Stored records
-=-=-

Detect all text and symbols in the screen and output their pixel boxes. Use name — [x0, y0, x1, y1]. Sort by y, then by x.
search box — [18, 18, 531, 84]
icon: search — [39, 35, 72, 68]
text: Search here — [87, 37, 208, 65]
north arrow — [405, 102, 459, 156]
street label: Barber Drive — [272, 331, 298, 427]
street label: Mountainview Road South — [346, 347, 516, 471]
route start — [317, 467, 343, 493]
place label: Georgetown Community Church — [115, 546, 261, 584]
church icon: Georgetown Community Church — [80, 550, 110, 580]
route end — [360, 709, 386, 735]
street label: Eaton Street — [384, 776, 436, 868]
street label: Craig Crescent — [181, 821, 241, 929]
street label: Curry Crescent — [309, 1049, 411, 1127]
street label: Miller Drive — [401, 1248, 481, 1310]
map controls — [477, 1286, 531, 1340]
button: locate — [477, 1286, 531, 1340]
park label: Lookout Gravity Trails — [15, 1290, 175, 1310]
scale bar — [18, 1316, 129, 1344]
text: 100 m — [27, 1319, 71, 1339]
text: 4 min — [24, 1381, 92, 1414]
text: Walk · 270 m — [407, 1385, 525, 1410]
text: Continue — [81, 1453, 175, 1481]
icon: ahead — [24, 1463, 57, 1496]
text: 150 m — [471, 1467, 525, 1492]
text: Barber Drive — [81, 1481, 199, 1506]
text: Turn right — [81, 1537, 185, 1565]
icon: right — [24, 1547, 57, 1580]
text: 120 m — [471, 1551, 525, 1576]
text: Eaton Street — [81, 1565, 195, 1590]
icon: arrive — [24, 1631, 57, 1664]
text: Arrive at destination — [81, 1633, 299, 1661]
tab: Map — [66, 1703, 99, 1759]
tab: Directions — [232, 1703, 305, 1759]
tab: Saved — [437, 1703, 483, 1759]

-=-=-

*ASSIGNMENT*: Transcribe the entries exactly.

*RESULT OF THIS TASK*:
Detect all text and symbols in the screen and output their pixel boxes. Use name — [x0, y0, x1, y1]. Sort by y, then by x.
search box — [18, 18, 531, 84]
icon: search — [39, 35, 72, 68]
text: Search here — [87, 37, 208, 65]
north arrow — [405, 102, 459, 156]
street label: Barber Drive — [272, 331, 298, 427]
street label: Mountainview Road South — [346, 347, 516, 471]
route start — [317, 467, 343, 493]
place label: Georgetown Community Church — [115, 546, 261, 584]
church icon: Georgetown Community Church — [80, 550, 110, 580]
route end — [360, 709, 386, 735]
street label: Eaton Street — [384, 776, 436, 868]
street label: Craig Crescent — [181, 821, 241, 929]
street label: Curry Crescent — [309, 1049, 411, 1127]
street label: Miller Drive — [401, 1248, 481, 1310]
map controls — [477, 1286, 531, 1340]
button: locate — [477, 1286, 531, 1340]
park label: Lookout Gravity Trails — [15, 1290, 175, 1310]
scale bar — [18, 1316, 129, 1344]
text: 100 m — [27, 1319, 71, 1339]
text: 4 min — [24, 1381, 92, 1414]
text: Walk · 270 m — [407, 1385, 525, 1410]
text: Continue — [81, 1453, 175, 1481]
icon: ahead — [24, 1463, 57, 1496]
text: 150 m — [471, 1467, 525, 1492]
text: Barber Drive — [81, 1481, 199, 1506]
text: Turn right — [81, 1537, 185, 1565]
icon: right — [24, 1547, 57, 1580]
text: 120 m — [471, 1551, 525, 1576]
text: Eaton Street — [81, 1565, 195, 1590]
icon: arrive — [24, 1631, 57, 1664]
text: Arrive at destination — [81, 1633, 299, 1661]
tab: Map — [66, 1703, 99, 1759]
tab: Directions — [232, 1703, 305, 1759]
tab: Saved — [437, 1703, 483, 1759]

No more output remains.